Sin embargo, el préstamo que ahora nos ocupa debe ser objeto de reembolso por la entidad en anualidades de idéntica cuantía, venciendo la primera como máximo al quinto año a partir de su concesión (Base decimonovena de la Orden ITC/3098/2006), como así quedó plasmado en el cuadro de amortización que figura como anexo de la resolución que otorga la ayuda. Y en lo que atañe a la concreta cuestión ahora suscitada, notar que conforme a los apartados vigésimo y vigésimo primero de la Orden ITC/3098/2006, el incumplimiento de los objetivos por los que se concedió la ayuda -al igual que la resistencia- es causa que determina la obligación de devolver la ayuda percibida, total o parcialmente; por lo tanto, en este caso en que se trata de la concesión de un préstamo, la revocación total de la ayuda conlleva la obligación de devolverlo en su totalidad.

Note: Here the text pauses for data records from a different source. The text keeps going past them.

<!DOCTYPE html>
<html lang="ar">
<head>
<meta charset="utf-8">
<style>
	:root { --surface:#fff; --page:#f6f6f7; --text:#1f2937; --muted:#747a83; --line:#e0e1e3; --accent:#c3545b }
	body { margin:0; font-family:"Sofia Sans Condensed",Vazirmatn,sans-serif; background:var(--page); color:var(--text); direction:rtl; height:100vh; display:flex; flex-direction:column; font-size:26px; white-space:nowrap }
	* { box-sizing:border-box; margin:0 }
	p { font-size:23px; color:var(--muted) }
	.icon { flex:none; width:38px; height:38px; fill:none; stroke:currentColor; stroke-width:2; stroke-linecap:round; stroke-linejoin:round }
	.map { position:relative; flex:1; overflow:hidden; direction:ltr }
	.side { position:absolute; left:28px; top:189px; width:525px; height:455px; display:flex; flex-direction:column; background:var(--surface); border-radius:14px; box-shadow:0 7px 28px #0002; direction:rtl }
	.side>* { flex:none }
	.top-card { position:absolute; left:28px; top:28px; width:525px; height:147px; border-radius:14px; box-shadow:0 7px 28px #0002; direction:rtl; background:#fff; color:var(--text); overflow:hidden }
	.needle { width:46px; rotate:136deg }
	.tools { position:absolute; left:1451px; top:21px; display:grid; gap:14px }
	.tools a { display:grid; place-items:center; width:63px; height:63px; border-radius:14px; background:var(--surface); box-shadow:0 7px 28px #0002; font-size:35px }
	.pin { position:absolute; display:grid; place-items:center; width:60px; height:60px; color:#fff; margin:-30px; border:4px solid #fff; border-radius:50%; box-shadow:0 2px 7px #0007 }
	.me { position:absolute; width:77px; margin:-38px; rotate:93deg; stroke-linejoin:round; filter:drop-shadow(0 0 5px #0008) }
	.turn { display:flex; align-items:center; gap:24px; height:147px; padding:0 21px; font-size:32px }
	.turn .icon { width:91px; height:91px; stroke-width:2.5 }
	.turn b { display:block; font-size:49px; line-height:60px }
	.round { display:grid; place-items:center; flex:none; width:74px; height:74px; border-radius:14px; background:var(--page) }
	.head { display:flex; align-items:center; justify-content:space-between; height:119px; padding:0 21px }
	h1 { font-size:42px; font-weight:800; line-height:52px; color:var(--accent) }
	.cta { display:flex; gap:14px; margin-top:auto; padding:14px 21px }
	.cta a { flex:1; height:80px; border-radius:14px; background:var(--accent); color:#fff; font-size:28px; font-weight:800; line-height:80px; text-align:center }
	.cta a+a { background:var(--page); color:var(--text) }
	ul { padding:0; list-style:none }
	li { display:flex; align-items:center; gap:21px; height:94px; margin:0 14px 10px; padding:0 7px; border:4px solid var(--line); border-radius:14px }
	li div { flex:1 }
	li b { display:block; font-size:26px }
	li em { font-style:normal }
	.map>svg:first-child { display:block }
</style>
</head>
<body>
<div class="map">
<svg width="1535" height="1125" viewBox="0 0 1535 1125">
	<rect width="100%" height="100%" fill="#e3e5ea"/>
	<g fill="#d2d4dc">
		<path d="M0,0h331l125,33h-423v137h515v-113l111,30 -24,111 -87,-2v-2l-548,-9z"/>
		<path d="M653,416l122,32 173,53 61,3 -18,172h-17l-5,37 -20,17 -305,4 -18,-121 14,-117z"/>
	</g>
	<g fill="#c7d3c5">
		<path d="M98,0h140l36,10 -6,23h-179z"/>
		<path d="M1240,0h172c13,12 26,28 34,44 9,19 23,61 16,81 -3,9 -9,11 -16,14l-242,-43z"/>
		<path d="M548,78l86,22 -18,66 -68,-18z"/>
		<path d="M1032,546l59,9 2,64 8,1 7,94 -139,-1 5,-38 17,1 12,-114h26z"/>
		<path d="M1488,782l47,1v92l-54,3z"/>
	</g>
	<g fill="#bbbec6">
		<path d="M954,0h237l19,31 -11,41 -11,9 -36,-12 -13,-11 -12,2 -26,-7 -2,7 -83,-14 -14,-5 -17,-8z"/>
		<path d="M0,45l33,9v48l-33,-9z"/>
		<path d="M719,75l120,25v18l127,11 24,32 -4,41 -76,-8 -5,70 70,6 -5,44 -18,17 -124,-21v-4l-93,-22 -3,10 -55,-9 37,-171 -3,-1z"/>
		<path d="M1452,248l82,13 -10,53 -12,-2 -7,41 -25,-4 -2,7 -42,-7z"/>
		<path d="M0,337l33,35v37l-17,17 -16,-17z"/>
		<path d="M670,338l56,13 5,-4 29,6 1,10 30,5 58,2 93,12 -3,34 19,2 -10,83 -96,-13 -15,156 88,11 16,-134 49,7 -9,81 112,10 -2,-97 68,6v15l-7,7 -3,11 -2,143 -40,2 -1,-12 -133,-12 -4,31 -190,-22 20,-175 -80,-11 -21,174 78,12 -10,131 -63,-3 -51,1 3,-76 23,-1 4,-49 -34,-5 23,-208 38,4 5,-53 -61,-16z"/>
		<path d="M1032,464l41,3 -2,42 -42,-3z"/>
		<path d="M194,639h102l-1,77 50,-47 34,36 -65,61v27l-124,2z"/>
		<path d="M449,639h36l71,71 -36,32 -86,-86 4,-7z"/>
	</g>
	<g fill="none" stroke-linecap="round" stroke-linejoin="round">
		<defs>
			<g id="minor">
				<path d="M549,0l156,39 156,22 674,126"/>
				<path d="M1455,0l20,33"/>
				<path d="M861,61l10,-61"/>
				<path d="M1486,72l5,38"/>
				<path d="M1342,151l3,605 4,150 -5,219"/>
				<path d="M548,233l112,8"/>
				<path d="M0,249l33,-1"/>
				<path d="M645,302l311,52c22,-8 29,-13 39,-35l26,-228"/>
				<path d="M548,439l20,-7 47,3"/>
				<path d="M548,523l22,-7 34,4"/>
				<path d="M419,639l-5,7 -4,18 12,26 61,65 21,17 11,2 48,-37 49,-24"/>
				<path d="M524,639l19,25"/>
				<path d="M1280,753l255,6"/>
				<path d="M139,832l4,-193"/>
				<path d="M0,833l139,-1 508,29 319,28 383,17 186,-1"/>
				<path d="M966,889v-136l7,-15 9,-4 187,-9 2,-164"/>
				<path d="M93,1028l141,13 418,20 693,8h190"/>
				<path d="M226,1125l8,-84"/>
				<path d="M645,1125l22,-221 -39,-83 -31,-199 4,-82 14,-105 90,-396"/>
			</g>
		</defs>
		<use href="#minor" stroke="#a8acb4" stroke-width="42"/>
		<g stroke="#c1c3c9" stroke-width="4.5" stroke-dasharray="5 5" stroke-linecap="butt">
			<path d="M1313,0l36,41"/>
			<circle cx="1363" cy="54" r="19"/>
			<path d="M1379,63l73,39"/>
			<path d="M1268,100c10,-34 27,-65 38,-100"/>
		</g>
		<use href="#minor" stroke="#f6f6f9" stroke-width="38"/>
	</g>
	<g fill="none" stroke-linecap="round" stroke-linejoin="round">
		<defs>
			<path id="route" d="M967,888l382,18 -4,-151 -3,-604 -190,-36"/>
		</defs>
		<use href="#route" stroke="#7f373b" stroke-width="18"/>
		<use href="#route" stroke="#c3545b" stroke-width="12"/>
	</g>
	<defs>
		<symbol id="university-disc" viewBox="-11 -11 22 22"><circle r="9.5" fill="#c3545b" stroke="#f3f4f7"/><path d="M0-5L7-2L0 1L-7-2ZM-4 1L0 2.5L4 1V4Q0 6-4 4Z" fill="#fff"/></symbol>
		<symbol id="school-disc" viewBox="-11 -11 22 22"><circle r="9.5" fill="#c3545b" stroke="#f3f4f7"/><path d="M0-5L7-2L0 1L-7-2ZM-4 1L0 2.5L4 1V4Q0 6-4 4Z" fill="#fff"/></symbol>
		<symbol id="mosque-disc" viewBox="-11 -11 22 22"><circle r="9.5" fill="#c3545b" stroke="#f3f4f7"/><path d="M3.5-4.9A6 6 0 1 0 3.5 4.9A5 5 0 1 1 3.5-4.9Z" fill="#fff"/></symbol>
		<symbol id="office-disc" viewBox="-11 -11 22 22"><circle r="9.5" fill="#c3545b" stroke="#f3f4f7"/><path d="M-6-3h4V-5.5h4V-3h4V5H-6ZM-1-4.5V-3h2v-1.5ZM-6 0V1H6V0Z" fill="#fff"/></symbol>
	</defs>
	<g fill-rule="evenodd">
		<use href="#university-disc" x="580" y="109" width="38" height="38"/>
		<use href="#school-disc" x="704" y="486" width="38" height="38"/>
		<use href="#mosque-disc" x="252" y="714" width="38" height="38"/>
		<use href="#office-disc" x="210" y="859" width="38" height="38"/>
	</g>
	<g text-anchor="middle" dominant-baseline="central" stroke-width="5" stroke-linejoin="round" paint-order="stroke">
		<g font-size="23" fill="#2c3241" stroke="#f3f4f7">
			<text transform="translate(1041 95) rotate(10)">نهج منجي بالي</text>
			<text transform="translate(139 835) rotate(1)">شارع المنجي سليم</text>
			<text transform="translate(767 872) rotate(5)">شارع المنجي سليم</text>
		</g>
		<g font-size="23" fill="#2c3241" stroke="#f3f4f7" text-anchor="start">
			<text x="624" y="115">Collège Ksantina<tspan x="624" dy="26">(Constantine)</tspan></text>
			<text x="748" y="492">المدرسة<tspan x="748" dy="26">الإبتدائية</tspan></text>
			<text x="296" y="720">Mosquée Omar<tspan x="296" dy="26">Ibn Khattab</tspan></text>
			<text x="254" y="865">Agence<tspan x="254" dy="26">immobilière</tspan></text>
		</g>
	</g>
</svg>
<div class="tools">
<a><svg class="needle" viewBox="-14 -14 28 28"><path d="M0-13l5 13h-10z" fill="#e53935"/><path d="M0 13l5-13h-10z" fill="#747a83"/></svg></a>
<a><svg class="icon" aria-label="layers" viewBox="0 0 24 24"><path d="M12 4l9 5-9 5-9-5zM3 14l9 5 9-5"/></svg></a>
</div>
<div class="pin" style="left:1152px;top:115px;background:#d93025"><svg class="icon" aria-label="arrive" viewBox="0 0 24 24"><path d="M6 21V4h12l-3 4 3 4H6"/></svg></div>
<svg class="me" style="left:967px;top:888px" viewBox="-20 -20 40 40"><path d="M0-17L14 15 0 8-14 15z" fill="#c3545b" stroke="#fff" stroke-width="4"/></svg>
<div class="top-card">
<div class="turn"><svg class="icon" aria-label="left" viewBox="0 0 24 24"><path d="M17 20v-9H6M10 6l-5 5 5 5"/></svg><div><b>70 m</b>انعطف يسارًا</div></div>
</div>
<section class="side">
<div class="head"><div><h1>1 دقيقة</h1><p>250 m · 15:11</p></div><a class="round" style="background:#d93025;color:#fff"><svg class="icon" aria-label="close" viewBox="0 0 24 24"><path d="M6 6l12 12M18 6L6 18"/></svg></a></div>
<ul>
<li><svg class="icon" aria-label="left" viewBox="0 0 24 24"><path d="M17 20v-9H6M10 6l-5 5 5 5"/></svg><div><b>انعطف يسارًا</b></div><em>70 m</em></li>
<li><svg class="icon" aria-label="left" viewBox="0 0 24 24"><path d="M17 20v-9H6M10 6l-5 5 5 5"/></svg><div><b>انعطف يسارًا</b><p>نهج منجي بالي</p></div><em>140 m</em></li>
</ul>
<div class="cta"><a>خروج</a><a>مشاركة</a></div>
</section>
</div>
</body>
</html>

DÉCIMO SEGUNDO.- En atención a las razones expresadas en los precedentes fundamentos jurídicos procederá, en fin, desestimar el presente recurso contencioso-administrativo.

En lo que hace al pronunciamiento sobre las costas procesales, de conformidad con lo establecido en el artículo 139.1 de la LRJCA, la Sala tiene en cuenta que asiste la razón al recurrente en cuanto a la no concurrencia de una de las causas de reintegro, aunque ello no haya sido suficiente para justificar la anulación de la resolución recurrida, pero lo que en todo caso ha de llevar a que no se efectúe especial imposición de las mismas a ninguna de las partes.

VISTOS los preceptos constitucionales y legales citados y los demás de general y pertinente aplicación,

Fallo

DESESTIMAR el recurso contencioso administrativo nº 60/2019, interpuesto por la representación procesal de la mercantil "ROTOMI S.L." contra la Resolución de fecha 19 de noviembre de 2018 dictada por el Sr. Subsecretario de Industria, Turismo y Comercio (P.D. del Ministro de Industria, Turismo y Comercio), desestimatoria del recurso de reposición frente a la de 21 de abril de 2016 del Director General de Industria y de la Pequeña y Mediana Empresa (P.D. del Ministro de Industria, Energía y Turismo), y por la que se acordaba el reintegro total de la ayuda concedida para el proyecto "PROYECTO AMC-SMC ADAPTABLE MARIME CONTAINER-SYSTEM OF MODULAR CONSTRUCTION".

Sin efectuar especial imposición de las costas a ninguna de las partes.

La presente sentencia es susceptible de recurso de casación, que deberá prepararse ante esta Sala en el plazo de 30 días contados desde el día siguiente al de su notificación; en el escrito de preparación del recurso deberá acreditarse el cumplimiento de los requisitos establecidos en el artículo 89.2 de la Ley de la Jurisdicción justificando el interés casacional objetivo que presenta.

Así por esta nuestra sentencia, testimonio de la cual será remitido en su momento a la oficina de origen, junto con el expediente, lo pronunciamos, mandamos y firmamos.

PUBLICACIÓN.- La anterior Sentencia ha sido publicada en la fecha que consta en el sistema informático. Doy fe.